[Collected data entries]
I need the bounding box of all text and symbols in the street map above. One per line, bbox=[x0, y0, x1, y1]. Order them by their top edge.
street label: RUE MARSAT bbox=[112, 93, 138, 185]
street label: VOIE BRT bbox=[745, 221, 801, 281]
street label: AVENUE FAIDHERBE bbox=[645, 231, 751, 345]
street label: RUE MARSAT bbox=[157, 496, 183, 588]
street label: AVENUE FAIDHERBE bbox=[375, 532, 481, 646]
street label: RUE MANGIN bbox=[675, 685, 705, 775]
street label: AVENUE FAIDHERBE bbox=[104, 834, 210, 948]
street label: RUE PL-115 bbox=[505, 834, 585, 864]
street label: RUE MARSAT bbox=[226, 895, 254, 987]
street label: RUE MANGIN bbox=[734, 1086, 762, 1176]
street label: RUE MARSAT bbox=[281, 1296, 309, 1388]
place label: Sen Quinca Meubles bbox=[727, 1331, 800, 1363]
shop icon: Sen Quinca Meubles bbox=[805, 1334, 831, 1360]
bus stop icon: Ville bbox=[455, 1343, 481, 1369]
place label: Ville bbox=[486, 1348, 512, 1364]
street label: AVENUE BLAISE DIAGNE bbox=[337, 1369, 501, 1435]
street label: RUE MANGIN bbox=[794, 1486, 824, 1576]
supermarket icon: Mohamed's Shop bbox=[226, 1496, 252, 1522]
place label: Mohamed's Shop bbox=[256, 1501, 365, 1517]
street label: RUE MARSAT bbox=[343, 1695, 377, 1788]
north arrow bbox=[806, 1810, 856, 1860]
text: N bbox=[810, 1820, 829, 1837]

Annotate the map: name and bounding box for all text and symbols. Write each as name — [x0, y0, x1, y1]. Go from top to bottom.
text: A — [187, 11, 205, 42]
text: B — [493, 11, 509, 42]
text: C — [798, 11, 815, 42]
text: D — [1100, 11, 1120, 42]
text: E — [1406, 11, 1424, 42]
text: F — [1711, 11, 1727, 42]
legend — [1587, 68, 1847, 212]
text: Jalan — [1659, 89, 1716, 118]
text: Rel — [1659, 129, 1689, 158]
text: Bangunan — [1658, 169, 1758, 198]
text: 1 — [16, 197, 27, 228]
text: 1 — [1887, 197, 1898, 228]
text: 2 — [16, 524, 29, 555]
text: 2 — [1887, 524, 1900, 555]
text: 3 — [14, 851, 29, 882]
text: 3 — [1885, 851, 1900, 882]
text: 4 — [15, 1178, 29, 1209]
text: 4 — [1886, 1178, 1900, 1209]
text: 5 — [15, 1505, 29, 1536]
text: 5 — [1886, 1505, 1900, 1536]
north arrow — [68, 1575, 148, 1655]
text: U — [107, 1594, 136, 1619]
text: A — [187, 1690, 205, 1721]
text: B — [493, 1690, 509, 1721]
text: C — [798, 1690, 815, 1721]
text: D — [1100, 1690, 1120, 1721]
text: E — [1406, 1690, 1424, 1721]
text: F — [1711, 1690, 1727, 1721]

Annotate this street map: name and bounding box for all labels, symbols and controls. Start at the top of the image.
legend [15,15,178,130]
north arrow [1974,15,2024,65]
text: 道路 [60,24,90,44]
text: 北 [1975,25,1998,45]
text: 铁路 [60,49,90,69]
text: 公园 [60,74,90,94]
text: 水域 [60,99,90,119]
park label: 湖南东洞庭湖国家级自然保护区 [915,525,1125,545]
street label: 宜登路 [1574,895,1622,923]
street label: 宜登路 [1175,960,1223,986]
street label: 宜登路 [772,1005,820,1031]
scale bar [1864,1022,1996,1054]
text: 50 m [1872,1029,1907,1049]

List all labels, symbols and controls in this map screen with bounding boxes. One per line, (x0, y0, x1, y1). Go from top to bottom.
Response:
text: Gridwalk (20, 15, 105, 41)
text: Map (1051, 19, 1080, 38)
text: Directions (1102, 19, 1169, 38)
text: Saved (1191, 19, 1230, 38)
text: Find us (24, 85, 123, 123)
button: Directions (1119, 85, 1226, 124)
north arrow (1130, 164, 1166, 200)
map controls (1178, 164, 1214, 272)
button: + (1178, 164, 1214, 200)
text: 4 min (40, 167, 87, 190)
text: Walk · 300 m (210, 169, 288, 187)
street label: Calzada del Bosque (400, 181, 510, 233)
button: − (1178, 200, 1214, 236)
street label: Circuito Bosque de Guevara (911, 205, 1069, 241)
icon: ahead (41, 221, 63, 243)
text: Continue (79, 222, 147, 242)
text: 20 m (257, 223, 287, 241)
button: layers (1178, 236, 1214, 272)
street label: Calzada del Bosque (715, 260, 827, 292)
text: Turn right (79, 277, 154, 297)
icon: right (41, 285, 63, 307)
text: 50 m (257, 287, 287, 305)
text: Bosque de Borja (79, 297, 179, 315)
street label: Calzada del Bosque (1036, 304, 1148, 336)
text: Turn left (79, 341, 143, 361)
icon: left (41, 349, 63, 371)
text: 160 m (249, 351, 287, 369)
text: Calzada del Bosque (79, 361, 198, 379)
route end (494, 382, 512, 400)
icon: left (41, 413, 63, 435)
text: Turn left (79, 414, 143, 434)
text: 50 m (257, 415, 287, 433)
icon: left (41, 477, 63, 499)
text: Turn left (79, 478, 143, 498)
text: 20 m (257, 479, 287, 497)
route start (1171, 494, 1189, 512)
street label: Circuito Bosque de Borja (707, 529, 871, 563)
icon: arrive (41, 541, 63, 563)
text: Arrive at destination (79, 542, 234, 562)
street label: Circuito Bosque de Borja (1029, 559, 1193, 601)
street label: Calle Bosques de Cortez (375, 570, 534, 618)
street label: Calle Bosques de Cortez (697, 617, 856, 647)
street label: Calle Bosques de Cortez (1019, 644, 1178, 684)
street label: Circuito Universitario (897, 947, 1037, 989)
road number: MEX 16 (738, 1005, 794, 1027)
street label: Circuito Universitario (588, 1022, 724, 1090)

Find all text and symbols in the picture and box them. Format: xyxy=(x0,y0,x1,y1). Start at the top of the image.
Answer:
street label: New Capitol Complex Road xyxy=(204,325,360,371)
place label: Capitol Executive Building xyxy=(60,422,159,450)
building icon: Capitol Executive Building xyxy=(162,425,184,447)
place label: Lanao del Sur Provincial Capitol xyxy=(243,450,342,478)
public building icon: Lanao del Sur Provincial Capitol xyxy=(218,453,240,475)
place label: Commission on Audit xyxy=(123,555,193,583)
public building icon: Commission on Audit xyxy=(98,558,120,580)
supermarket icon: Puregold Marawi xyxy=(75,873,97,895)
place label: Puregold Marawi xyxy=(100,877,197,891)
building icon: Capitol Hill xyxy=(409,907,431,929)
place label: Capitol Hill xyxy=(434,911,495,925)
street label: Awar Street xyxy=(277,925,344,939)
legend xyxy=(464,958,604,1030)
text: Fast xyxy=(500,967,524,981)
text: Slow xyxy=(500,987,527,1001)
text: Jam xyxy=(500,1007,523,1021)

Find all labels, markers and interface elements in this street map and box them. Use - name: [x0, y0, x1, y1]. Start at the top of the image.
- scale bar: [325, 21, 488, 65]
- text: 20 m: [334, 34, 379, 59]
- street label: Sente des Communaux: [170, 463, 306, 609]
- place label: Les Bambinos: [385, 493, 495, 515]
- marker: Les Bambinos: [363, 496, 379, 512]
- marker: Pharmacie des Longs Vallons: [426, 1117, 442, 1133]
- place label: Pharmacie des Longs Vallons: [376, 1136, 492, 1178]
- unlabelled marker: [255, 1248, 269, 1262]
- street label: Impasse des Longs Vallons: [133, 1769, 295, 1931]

◆ DESCRIPTION OF THE TASK
Which lines run from the one containing "Find all labels, markers" to the end of the entries above? Print them exactly, both ends included, and nothing else.

◆ THE ANSWER
Find all labels, markers and interface elements in this street map and box them. Use - name: [x0, y0, x1, y1]. Start at the top of the image.
- scale bar: [325, 21, 488, 65]
- text: 20 m: [334, 34, 379, 59]
- street label: Sente des Communaux: [170, 463, 306, 609]
- place label: Les Bambinos: [385, 493, 495, 515]
- marker: Les Bambinos: [363, 496, 379, 512]
- marker: Pharmacie des Longs Vallons: [426, 1117, 442, 1133]
- place label: Pharmacie des Longs Vallons: [376, 1136, 492, 1178]
- unlabelled marker: [255, 1248, 269, 1262]
- street label: Impasse des Longs Vallons: [133, 1769, 295, 1931]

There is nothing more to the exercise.